To the surprise of many, even though the October 13 CPI showed an elevated inflation reading, US markets rallied that day and for the rest of the month. It has been suggested that the market had reached certain technical thresholds that day indicating that stocks were oversold and hence signaling a buying opportunity.
The rally continued into earnings season, as many companies beat the lowered expectations that had been forecasted, while the Q3 US GDP release surprised with growth at an annual rate of 2.6% and a slowdown in consumer spending. These developments suggested that the Fed’s hiking cycle was for the time being achieving its objectives of slowing economic activity without triggering a recession.

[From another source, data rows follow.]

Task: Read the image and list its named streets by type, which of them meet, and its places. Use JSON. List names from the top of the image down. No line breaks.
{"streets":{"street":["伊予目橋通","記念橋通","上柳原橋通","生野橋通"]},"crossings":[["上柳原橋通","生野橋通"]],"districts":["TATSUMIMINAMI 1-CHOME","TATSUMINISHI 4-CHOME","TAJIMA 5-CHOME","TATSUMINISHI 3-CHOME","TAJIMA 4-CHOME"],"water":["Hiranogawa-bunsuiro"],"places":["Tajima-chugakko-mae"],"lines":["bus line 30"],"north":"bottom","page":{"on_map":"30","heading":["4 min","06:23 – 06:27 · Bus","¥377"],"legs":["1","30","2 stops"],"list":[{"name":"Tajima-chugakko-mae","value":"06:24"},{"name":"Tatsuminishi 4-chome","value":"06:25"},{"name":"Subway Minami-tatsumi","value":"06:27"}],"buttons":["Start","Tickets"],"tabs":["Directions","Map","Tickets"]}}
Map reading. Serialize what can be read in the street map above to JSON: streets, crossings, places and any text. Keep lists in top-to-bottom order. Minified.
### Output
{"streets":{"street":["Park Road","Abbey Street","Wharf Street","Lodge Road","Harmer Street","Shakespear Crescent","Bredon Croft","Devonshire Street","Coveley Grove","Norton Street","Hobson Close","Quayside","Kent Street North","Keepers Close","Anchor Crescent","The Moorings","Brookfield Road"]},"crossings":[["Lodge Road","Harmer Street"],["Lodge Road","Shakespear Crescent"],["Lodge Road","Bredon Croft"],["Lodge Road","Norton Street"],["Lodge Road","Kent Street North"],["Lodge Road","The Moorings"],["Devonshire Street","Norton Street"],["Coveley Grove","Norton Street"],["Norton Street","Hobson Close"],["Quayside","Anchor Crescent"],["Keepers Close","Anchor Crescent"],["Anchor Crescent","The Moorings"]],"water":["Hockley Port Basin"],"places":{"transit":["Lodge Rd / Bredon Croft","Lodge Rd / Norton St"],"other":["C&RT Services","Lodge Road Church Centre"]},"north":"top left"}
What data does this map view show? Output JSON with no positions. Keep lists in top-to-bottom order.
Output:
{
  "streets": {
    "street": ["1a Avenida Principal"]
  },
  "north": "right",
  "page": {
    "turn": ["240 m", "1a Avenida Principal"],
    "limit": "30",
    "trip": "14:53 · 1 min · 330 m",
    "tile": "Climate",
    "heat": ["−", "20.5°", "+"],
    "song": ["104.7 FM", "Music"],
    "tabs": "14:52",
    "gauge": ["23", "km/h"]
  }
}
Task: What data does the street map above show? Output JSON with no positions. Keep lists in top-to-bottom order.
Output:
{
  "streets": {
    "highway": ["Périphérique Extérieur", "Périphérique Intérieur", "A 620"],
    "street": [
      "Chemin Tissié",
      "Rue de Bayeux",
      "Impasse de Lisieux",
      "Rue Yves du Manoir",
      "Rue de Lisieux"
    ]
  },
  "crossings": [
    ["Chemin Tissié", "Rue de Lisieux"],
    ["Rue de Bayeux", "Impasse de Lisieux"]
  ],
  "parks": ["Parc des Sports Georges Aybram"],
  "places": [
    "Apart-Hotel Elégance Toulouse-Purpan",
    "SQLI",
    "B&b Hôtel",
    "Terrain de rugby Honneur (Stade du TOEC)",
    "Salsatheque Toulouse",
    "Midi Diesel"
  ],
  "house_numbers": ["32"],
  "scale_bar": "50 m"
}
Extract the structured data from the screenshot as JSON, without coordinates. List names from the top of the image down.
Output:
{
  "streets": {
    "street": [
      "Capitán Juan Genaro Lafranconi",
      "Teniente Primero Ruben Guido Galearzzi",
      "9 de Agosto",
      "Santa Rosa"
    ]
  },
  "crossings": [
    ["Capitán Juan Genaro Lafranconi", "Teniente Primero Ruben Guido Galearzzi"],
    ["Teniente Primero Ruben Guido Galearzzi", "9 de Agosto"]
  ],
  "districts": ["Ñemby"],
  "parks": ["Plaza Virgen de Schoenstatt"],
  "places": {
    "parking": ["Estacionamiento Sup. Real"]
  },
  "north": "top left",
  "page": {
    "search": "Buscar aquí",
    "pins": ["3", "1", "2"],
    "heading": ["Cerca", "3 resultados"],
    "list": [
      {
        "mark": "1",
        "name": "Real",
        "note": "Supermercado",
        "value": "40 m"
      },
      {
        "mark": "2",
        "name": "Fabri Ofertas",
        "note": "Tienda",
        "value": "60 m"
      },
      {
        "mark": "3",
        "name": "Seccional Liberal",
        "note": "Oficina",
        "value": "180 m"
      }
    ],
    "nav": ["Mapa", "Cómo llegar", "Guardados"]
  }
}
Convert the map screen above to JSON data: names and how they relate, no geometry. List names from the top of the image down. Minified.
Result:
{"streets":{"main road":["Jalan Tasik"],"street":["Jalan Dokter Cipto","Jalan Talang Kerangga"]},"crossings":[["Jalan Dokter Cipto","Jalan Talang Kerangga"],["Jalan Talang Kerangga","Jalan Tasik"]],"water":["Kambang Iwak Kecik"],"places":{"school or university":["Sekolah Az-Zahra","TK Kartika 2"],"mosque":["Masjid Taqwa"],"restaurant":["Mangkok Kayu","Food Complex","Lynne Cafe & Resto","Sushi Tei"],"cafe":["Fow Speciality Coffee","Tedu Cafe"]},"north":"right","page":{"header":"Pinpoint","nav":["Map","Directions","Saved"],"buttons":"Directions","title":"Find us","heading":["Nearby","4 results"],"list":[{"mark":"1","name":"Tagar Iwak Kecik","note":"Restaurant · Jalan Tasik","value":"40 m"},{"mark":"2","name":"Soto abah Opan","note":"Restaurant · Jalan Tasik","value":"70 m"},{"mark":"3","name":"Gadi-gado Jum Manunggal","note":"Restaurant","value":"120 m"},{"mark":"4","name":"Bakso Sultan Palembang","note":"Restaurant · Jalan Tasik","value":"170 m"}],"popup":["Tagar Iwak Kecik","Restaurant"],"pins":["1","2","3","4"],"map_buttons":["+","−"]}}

In total, the S&P 500 rose 8.1% in October 2022. The performances of US stocks also started to differentiate in October, with mega-tech companies underperforming following earnings disappointments, while energy and industrial companies outperformed with the US government even raising concerns about wanting to tax their “windfall profits.” If the US midterm elections are received well by markets, the US may experience a “midterm” rally in the next 12 months as they traditionally have done. However, given the cautious economic outlook, volatility may continue to be heightened in the near term.
With the elevated inflation data, a 75 basis point Fed hike was all but confirmed for the beginning of November, and yields on fixed income investments rose again in October and remained at multi-year highs.
In the UK, political drama continued to unfold, with Lizz Truss resigning as Premier after just 44 days in office following her controversial tax plan. Rishi Sunak took over as Prime Minister without opposition and called for taxes to go up across the board, resulting in the markets restoring a sense of calm and the pound Sterling recovering against the US dollar after reaching all time lows in September.
Meanwhile in Europe, the war in Ukraine continued, with Russia threatening to back out of a deal to allow grain shipments from Ukraine, one of the world’s largest food exporters. Russia not cooperating on grain shipments could result in a rise in global grain prices, causing significant problems for many counties with cost-of-living increases.
October also saw the Chinese Yuan fall to its lowest level since 2008, despite state bank support. China has been increasingly impacted by its faltering real estate market and the supply chain issues created by its Covid-Zero policy, and has been trying to support the economy while other central banks continue to hike rates, further pressuring the Chinese currency. Investment in Chinese equities has also suffered as a result, giving back gains from recent years.
Looking ahead, November is traditionally a strong month for the markets, with the S&P 500 having finished the month higher more often than not. In the longer term, US equities continue to trade at below average multiples of earnings, Europe continues to exhibit a resilient economy and China’s trading relationships continue to grow. Investors can be expected to keep an eye on both the November economic releases as well as what lies on the horizon beyond that.